The latest Magento release at the time of writing illustrates this well. A scheduled update on June 11, 2024, was followed an immediate hotfix on June 18 and was followed by a proper security patch on June 28. Sure, the hotfix and patch were not related to the update – they were addressing an issue that was recently discovered. Yet, as an e-commerce manager, I will mainly thing that usually, after updating Magento, additional updates for its modules are also needed.
Developer Dependency
This frequent updating means relying on your web developers or agency to maintain the system. While this may seem burdensome, the Crowdstrike example demonstrates an advantage: you have control over your website updates and you can wait for other merchants to live test the updates. If you are an agency, you can update and patch just one client at the time, paying extra-extra-extraattention with the first one or two clients.
SaaS Convenience
Automatic Updates
One of the unique selling points of SaaS is that it alleviates this hassle. Updates are managed by the software provider and automatically pushed to all stores, requiring little to no maintenance from the merchant. They still happen, all the time. You still pay for them, with your subscription. But you don’t see them.
SaaS Vulnerabilities
However, transferring control of updates and patches to a third party means merchants can’t decide when to implement patches, relying instead on someone else for “in the wild” testing. This increases the likelihood of a Crowdstrike-like scenario.
No Solution is Perfect
This is not to say that SaaS solutions are inherently risky. They can be robust platforms with redundancies, managed by competent 24/7 teams capable of preventing and resolving incidents.

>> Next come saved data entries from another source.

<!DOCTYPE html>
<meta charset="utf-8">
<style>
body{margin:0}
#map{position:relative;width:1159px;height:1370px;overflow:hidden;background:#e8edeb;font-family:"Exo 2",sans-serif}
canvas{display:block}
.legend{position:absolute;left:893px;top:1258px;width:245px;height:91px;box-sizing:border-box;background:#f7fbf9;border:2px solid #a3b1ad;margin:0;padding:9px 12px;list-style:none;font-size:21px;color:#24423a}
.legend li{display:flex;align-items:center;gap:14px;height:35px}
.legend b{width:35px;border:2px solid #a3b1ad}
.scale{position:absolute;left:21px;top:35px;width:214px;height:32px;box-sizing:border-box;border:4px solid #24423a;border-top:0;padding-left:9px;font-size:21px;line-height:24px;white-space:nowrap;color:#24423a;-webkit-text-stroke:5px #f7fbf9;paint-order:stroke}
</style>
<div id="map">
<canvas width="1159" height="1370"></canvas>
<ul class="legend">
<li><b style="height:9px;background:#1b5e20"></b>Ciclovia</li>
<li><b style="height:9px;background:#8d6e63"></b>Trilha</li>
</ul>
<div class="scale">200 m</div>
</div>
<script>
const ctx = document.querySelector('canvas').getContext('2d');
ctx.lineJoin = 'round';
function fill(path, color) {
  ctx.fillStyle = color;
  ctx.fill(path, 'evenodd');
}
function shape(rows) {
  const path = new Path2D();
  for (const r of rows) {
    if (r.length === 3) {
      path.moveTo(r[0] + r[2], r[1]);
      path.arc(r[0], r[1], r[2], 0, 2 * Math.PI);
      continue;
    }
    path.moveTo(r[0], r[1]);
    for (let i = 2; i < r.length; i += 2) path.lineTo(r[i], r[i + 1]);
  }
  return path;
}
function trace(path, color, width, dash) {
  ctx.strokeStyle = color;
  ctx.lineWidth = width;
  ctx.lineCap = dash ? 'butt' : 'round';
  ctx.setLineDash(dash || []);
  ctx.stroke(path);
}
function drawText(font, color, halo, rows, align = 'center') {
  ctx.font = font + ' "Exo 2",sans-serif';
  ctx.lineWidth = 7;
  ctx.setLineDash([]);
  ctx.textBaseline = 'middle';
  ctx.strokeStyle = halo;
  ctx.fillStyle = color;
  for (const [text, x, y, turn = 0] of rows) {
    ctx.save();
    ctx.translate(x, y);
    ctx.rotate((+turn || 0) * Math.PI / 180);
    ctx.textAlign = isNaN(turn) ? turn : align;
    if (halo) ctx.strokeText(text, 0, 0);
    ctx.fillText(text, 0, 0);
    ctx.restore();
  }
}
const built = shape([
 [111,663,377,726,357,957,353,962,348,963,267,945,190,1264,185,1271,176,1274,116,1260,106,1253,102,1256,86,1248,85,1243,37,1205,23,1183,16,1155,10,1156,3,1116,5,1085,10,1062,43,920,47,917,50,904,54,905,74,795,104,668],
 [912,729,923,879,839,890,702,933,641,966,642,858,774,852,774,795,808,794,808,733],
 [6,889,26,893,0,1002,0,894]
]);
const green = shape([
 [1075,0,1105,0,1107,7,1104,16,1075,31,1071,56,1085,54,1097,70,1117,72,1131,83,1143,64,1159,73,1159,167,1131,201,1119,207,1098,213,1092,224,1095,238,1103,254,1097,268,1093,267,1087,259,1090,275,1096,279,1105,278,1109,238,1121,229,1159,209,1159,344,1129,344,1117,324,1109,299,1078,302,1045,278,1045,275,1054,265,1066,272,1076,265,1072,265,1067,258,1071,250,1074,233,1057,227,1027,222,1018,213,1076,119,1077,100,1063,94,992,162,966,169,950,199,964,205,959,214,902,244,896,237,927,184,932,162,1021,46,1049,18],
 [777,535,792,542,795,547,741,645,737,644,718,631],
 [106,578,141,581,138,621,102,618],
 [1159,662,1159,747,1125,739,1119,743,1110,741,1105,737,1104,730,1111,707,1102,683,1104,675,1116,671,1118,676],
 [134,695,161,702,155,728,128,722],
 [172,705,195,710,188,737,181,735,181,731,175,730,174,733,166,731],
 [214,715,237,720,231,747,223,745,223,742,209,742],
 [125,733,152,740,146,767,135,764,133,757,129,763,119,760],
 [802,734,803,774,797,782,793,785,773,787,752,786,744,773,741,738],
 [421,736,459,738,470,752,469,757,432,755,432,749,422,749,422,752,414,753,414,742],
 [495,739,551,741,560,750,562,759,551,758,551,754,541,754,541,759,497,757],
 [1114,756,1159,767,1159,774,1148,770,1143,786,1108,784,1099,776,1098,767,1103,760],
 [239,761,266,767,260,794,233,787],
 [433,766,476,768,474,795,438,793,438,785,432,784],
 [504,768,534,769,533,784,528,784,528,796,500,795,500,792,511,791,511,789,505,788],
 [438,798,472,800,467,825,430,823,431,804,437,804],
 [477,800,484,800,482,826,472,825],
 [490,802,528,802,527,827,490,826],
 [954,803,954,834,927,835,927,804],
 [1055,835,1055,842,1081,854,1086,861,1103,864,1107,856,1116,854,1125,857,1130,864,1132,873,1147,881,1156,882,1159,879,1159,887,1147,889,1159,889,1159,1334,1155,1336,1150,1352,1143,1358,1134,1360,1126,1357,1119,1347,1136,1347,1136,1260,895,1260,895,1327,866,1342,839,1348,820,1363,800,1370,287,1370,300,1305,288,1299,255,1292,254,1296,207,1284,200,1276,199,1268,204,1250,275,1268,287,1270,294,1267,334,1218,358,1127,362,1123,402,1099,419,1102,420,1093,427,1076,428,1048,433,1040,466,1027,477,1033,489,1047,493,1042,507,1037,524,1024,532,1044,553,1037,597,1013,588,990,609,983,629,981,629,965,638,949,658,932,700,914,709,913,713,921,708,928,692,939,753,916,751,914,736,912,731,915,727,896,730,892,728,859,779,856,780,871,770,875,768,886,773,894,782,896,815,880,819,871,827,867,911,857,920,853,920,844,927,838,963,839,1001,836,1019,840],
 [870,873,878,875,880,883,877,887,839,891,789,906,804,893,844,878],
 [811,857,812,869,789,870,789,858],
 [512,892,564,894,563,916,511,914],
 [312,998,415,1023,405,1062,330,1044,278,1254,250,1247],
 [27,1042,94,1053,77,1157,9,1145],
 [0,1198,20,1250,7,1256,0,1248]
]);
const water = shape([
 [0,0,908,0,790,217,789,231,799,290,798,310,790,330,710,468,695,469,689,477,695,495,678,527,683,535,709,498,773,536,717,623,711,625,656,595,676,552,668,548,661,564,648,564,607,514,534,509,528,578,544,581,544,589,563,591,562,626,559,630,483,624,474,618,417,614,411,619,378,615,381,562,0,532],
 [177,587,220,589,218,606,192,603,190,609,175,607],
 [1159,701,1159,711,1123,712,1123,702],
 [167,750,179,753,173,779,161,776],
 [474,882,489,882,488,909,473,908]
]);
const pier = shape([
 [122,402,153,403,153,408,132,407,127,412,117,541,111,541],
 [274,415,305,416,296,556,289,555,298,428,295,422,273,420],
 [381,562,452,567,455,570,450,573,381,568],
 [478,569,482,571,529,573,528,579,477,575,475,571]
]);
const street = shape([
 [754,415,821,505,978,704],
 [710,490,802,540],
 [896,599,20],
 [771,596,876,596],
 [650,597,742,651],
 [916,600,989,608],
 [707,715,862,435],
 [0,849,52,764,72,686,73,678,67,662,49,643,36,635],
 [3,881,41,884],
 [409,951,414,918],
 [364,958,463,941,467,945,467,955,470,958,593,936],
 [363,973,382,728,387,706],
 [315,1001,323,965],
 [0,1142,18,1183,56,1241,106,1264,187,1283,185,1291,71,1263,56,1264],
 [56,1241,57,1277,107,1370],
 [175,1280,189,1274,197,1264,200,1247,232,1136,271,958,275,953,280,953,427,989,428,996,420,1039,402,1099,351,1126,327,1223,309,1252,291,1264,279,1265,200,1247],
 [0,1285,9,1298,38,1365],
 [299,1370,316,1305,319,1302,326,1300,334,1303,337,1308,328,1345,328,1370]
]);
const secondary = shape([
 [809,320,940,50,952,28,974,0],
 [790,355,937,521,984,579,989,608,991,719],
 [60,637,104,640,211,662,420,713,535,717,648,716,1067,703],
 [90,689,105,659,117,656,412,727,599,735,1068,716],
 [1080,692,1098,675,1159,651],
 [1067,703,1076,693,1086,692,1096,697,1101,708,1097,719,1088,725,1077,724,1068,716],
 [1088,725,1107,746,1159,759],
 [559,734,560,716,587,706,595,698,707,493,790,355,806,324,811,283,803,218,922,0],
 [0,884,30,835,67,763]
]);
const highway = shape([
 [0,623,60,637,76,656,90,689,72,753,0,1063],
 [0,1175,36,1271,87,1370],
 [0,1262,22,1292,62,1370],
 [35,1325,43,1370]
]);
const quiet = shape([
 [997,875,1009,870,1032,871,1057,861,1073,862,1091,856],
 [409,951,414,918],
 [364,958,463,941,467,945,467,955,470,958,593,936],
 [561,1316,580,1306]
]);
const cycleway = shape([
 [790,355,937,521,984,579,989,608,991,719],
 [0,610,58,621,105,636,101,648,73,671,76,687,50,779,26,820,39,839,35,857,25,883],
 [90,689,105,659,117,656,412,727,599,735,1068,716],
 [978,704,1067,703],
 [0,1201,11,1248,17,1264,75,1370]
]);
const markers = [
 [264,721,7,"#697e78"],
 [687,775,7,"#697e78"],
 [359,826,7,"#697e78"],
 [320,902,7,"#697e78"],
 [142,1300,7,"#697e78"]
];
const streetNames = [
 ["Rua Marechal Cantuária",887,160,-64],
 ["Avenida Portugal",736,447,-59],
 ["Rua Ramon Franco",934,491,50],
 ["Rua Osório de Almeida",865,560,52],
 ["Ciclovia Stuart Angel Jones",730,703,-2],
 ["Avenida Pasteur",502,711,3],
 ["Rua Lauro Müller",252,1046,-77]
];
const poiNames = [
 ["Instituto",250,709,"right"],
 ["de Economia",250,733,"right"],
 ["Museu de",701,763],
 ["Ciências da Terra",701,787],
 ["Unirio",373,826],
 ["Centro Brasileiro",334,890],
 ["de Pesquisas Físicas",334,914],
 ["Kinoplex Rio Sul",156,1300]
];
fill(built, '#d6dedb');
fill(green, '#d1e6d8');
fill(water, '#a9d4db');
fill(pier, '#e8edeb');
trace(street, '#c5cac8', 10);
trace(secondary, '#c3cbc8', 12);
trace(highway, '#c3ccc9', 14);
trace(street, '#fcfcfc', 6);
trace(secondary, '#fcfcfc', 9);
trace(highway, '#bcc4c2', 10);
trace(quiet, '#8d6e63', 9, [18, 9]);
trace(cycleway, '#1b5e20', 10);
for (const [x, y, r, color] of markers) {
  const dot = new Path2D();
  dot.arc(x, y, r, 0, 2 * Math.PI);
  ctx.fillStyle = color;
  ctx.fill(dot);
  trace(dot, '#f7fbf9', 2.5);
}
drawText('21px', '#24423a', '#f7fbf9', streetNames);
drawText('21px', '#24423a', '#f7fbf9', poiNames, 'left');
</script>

At the same time, on-premise CMS platforms that you manage yourself can face infrastructure issues affecting payment gateways, servers, or other components. Even a patch that works for 99% of merchants might fail for some.
Conclusion
Businesses must weigh the pros and cons of SaaS and on-premise CMS platforms, considering their specific needs for control, customization, and maintenance.
It’s also crucial to have access to e-commerce professionals and consultants who can offer sound advice, like us at Netsu. Check our services to see what we can do for you.
But remember, what seems like a downside (frequent CMS updates) can actually be an upside (you control when and how updates occur).